- **EXERCISE MATERIAL**
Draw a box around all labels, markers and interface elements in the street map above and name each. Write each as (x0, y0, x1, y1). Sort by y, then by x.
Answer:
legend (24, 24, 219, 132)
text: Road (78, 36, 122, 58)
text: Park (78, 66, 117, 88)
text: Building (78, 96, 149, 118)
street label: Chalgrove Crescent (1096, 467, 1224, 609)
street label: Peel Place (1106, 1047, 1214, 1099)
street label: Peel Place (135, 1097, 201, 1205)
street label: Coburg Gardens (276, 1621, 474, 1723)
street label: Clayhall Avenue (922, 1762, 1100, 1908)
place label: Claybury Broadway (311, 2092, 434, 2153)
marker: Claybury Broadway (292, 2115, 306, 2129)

- **EXERCISE**
Every record above needs to be copied exactly.

- **ANSWER SECTION**
Draw a box around all labels, markers and interface elements in the street map above and name each. Write each as (x0, y0, x1, y1). Sort by y, then by x.
Answer:
legend (24, 24, 219, 132)
text: Road (78, 36, 122, 58)
text: Park (78, 66, 117, 88)
text: Building (78, 96, 149, 118)
street label: Chalgrove Crescent (1096, 467, 1224, 609)
street label: Peel Place (1106, 1047, 1214, 1099)
street label: Peel Place (135, 1097, 201, 1205)
street label: Coburg Gardens (276, 1621, 474, 1723)
street label: Clayhall Avenue (922, 1762, 1100, 1908)
place label: Claybury Broadway (311, 2092, 434, 2153)
marker: Claybury Broadway (292, 2115, 306, 2129)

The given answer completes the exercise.